» **Information given**:
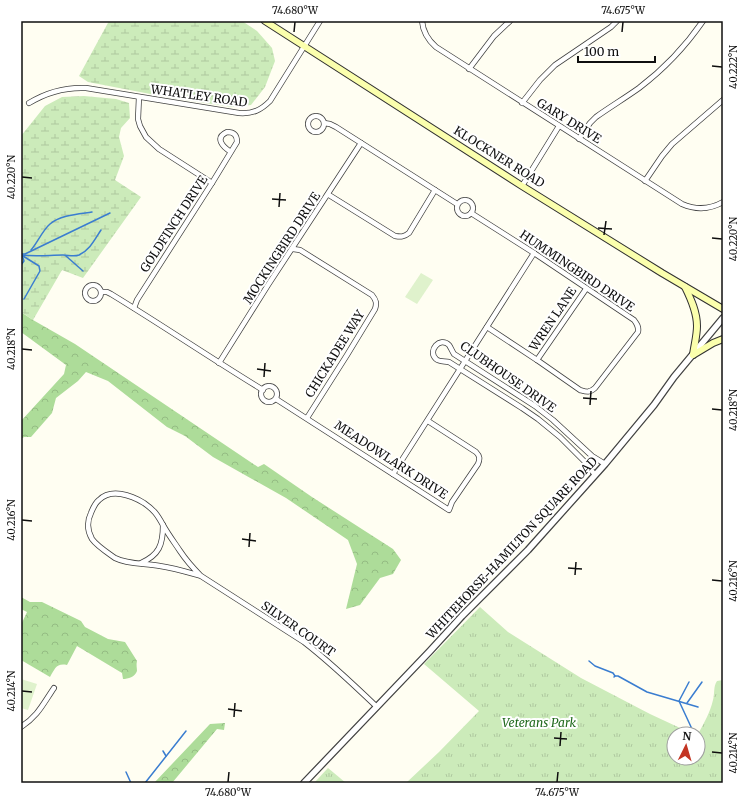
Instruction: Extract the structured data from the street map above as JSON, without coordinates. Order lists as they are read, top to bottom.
{
  "streets": {
    "main road": ["KLOCKNER ROAD"],
    "street": [
      "WHATLEY ROAD",
      "GARY DRIVE",
      "GOLDFINCH DRIVE",
      "MOCKINGBIRD DRIVE",
      "HUMMINGBIRD DRIVE",
      "WREN LANE",
      "CHICKADEE WAY",
      "CLUBHOUSE DRIVE",
      "MEADOWLARK DRIVE",
      "WHITEHORSE-HAMILTON SQUARE ROAD",
      "SILVER COURT"
    ]
  },
  "crossings": [
    ["WHATLEY ROAD", "KLOCKNER ROAD"],
    ["GOLDFINCH DRIVE", "MEADOWLARK DRIVE"],
    ["MOCKINGBIRD DRIVE", "HUMMINGBIRD DRIVE"],
    ["MOCKINGBIRD DRIVE", "CHICKADEE WAY"],
    ["MOCKINGBIRD DRIVE", "MEADOWLARK DRIVE"],
    ["HUMMINGBIRD DRIVE", "WREN LANE"],
    ["CHICKADEE WAY", "MEADOWLARK DRIVE"],
    ["CLUBHOUSE DRIVE", "WHITEHORSE-HAMILTON SQUARE ROAD"],
    ["WHITEHORSE-HAMILTON SQUARE ROAD", "SILVER COURT"]
  ],
  "parks": ["Veterans Park"],
  "scale_bar": "100 m",
  "north": "top",
  "coordinates": [
    "74.680°W",
    "74.675°W",
    "40.222°N",
    "40.220°N",
    "40.218°N",
    "40.216°N",
    "40.214°N"
  ]
}
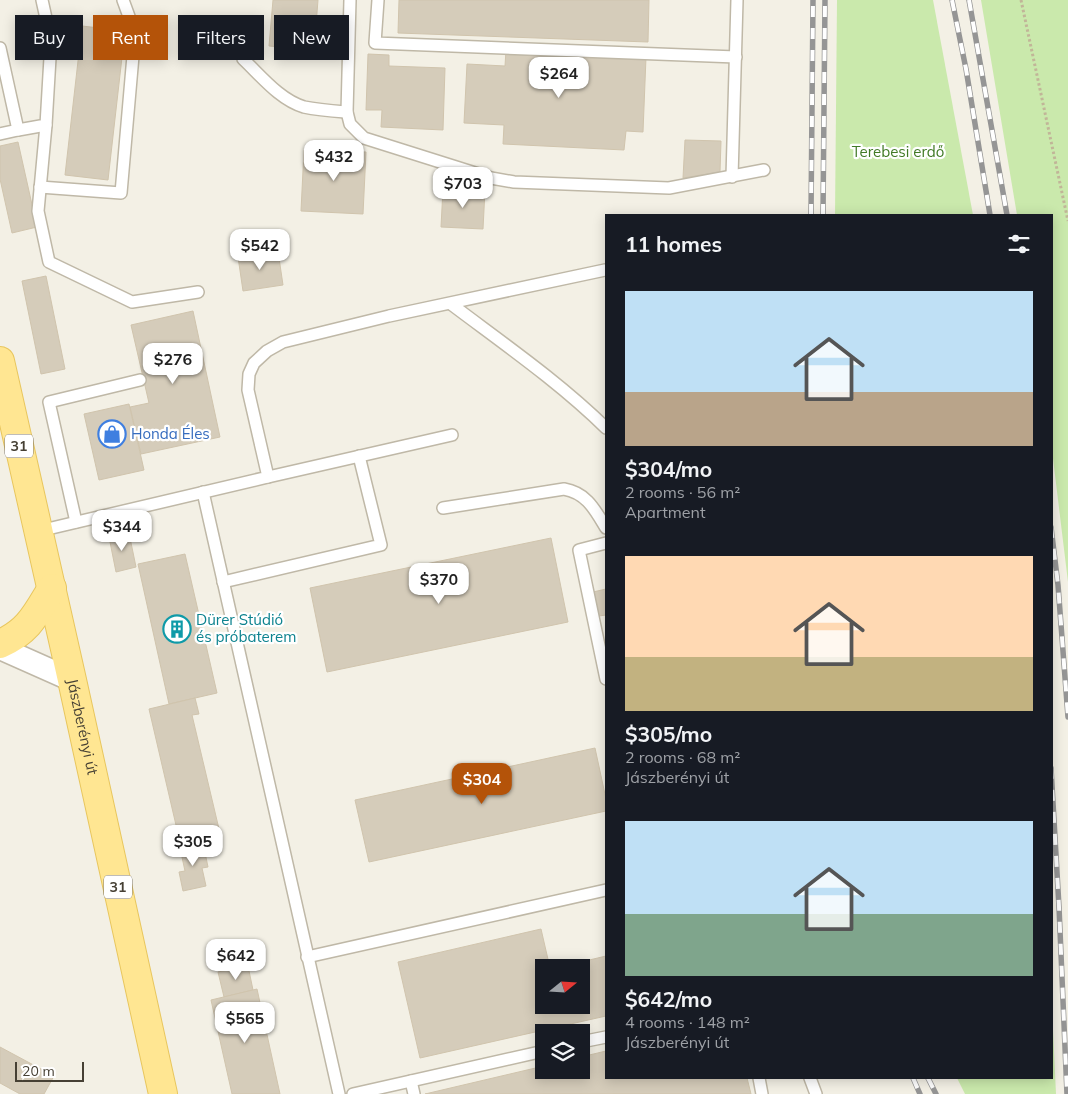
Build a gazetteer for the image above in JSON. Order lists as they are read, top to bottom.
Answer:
{
  "streets": {
    "main road": ["31", "Jászberényi út"]
  },
  "parks": ["Terebesi erdő"],
  "places": {
    "shop": ["Honda Éles"],
    "building": ["Dürer Stúdió és próbaterem"]
  },
  "scale_bar": "20 m",
  "north": "right",
  "page": {
    "chip": [
      "Buy",
      "Rent",
      "Filters",
      "New"
    ],
    "price": [
      "$264",
      "$432",
      "$703",
      "$542",
      "$276",
      "$344",
      "$370",
      "$304",
      "$305",
      "$642",
      "$565"
    ],
    "heading": "11 homes",
    "list": [
      {
        "name": "$304/mo",
        "note": "2 rooms · 56 m² · Apartment"
      },
      {
        "name": "$305/mo",
        "note": "2 rooms · 68 m² · Jászberényi út"
      },
      {
        "name": "$642/mo",
        "note": "4 rooms · 148 m² · Jászberényi út"
      }
    ],
    "scale": "20 m"
  }
}
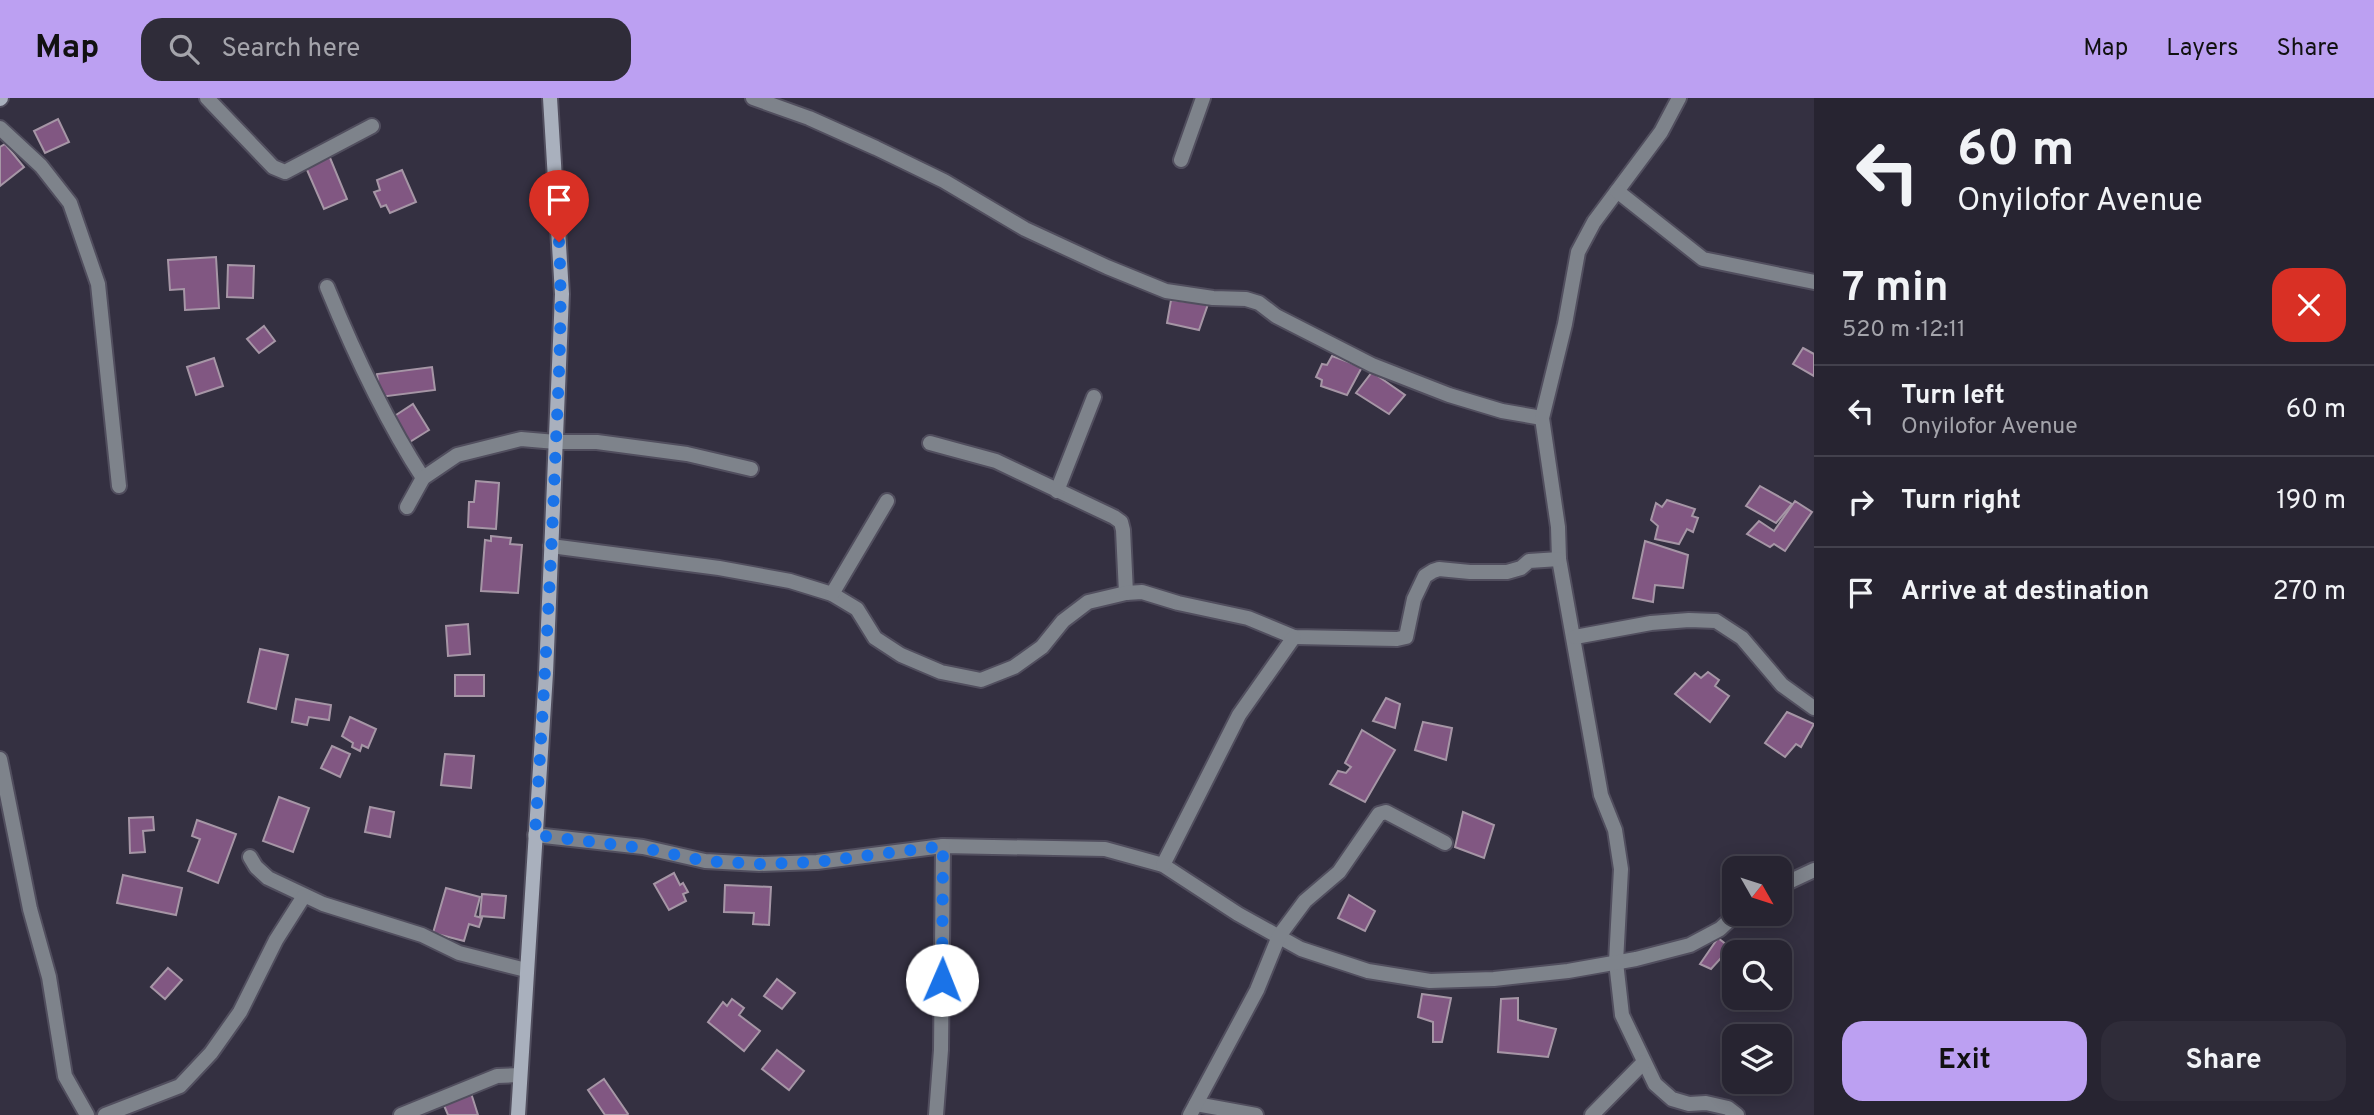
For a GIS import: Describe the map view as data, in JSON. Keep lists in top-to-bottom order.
{
  "north": "bottom right",
  "page": {
    "header": "Map",
    "search": "Search here",
    "nav": ["Map", "Layers", "Share"],
    "turn": ["60 m", "Onyilofor Avenue"],
    "heading": ["7 min", "520 m · 12:11"],
    "list": [
      {
        "name": "Turn left",
        "note": "Onyilofor Avenue",
        "value": "60 m"
      },
      {
        "name": "Turn right",
        "value": "190 m"
      },
      {
        "name": "Arrive at destination",
        "value": "270 m"
      }
    ],
    "buttons": ["Exit", "Share"]
  }
}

» **Exercise goal**: Output the lines from the one with "For a GIS import: Describe" to the final line of the entries above, exactly as they stand, please, and nothing else.

» **Problem solution**:
For a GIS import: Describe the map view as data, in JSON. Keep lists in top-to-bottom order.
{
  "north": "bottom right",
  "page": {
    "header": "Map",
    "search": "Search here",
    "nav": ["Map", "Layers", "Share"],
    "turn": ["60 m", "Onyilofor Avenue"],
    "heading": ["7 min", "520 m · 12:11"],
    "list": [
      {
        "name": "Turn left",
        "note": "Onyilofor Avenue",
        "value": "60 m"
      },
      {
        "name": "Turn right",
        "value": "190 m"
      },
      {
        "name": "Arrive at destination",
        "value": "270 m"
      }
    ],
    "buttons": ["Exit", "Share"]
  }
}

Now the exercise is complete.